Unless something is explicitly forbidden in law it is allowed, so why
do unitary states have constitutional rights? There is no level below
them that could mean differently. Nothing would counteract a
constitutional right if it was removed.
Any state with a constitution of any form has rights that arise from it. Any kind of law establishes rights and responsibilities, and constitutions are not an exception to that rule.
In Europe and other places with a constitutional tradition of parliamentary sovereignty largely unfettered by judicial rule, the primary mechanism by which human rights are protected that is resistant to ephemeral or bare majority parliamentary action, and which is enforced by courts, is through international human rights treaties. In Europe, these were devised and administered largely by an international organization parallel to the European Union called the Council of Europe which promulgated and secured widespread adoption of with little qualification, the European Human Rights Convention.
Most Western democracies, unlike the United States, provide that a conflict between a duly adopted treaty that remains in force, and subsequently adopted domestic legislation, is resolved by the courts in favor of the treaty.

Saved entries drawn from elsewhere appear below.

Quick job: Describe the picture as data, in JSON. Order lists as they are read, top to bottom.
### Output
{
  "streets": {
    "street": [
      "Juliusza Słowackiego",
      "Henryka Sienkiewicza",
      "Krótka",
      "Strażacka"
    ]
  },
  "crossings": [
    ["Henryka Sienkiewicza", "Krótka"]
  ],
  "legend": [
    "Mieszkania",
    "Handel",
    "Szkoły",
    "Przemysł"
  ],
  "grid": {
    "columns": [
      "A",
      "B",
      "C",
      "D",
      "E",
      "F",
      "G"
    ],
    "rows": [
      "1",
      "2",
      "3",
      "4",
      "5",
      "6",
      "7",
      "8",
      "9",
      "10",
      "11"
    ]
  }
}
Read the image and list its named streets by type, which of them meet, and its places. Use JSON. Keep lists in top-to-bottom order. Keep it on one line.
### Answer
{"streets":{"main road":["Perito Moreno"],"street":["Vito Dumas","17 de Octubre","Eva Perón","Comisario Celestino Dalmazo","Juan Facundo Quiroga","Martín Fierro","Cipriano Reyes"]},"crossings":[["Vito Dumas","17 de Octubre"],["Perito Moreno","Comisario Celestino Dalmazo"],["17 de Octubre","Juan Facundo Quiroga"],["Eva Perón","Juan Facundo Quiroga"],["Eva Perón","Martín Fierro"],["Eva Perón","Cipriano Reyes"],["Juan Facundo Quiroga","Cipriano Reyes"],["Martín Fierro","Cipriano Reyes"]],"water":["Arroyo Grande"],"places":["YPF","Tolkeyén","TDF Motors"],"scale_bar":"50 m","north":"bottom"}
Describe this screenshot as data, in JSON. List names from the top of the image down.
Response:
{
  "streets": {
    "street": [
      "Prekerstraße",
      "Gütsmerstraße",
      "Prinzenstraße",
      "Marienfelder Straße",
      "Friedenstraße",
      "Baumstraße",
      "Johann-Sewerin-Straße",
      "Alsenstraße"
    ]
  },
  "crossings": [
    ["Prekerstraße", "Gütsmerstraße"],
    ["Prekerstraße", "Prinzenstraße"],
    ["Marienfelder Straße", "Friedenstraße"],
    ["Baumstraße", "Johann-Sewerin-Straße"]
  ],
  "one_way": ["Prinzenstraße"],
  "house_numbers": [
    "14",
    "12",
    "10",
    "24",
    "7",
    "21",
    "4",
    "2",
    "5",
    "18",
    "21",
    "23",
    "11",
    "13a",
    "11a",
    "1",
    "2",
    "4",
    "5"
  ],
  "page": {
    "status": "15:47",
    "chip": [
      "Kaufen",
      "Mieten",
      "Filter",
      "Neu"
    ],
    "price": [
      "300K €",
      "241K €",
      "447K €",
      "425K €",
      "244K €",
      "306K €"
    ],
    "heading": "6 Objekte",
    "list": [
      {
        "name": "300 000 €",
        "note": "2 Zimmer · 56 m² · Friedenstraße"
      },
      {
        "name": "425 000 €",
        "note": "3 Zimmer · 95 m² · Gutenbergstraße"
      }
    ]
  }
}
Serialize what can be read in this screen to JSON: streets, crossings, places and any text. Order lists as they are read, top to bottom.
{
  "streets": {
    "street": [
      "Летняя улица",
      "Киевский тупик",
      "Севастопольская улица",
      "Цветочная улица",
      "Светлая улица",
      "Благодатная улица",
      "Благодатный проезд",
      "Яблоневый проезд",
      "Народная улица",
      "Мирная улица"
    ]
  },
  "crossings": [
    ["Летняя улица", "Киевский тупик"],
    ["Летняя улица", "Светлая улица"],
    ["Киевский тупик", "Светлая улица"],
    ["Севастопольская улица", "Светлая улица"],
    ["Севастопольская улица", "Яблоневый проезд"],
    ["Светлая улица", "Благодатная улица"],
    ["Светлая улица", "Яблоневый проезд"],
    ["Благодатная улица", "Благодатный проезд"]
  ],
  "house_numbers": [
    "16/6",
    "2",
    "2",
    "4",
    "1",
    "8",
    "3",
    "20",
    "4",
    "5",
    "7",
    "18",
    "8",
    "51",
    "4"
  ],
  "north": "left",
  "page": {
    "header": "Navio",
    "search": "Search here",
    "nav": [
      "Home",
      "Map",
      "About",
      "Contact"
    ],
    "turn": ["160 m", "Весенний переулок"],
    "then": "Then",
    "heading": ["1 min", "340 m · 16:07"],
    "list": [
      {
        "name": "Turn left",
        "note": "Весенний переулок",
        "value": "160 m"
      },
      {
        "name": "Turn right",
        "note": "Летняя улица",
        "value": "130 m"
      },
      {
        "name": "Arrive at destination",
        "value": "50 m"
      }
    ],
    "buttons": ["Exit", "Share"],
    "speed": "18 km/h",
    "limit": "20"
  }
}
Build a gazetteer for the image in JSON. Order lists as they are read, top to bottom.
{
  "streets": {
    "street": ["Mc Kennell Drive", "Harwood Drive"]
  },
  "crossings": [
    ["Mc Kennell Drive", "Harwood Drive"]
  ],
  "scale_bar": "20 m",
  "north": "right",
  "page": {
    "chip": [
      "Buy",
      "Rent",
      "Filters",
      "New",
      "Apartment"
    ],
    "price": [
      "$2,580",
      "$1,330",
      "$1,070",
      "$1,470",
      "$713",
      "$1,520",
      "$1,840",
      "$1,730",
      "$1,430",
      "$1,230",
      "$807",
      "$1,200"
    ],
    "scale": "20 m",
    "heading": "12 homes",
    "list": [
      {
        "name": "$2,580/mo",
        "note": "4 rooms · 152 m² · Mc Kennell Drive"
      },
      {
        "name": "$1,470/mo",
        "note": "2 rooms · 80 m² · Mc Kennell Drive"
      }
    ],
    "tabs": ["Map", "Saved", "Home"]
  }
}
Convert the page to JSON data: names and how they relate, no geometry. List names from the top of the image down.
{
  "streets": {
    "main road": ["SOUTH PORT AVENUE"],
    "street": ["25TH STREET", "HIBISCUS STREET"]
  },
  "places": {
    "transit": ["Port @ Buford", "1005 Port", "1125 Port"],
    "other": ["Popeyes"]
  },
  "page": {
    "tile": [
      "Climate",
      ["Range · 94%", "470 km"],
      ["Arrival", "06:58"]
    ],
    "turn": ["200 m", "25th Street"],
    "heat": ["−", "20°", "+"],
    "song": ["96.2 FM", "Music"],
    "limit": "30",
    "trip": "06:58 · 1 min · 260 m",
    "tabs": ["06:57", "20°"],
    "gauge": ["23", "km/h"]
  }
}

These treaties are the strongest protections of human rights in most of these countries that are enforced in their own domestic courts and regional international human rights courts which countries in such treaties take more seriously than the U.S. does.
There is circumstantial evidence from the structure of the U.S. Constitution that the drafters of the 1789 Constitution of the United States intended the same thing, but the Courts promptly settled on the opposite rule flowing from a very literalist reading of Article III of the U.S. Constitution that doesn't consider intent or context and now has the force of precedent behind it.
While it is much easier to amend constitutions in most unitary states (which are frequently amended much like U.S. state constitutions), many still do have human rights protections in their constitutions, largely as a result of a movement when constitutions were redrafted following World War II which interrupted most of Europe's national regimes at least temporarily due to Nazi occupation or rule, on the model of the United States Constitution and as a way to honor their new membership in the United Nations by incorporating much of the U.N. Declaration of Human Rights (a non-self-executing instrument) into enforceable domestic law, usually supervised by a separate constitutional court. As recent shifts away from a consensus around those rights have eroded, treaty rights have proven more important than constitutional rights (e.g. in Poland and Hungary). But inertia, and the popularity of the general idea of protecting constitutional rights even though particular aspects of those rights may be unpopular, has kept those protections on the books as a political matter even though they wouldn't be hard to repeal from a process standpoint.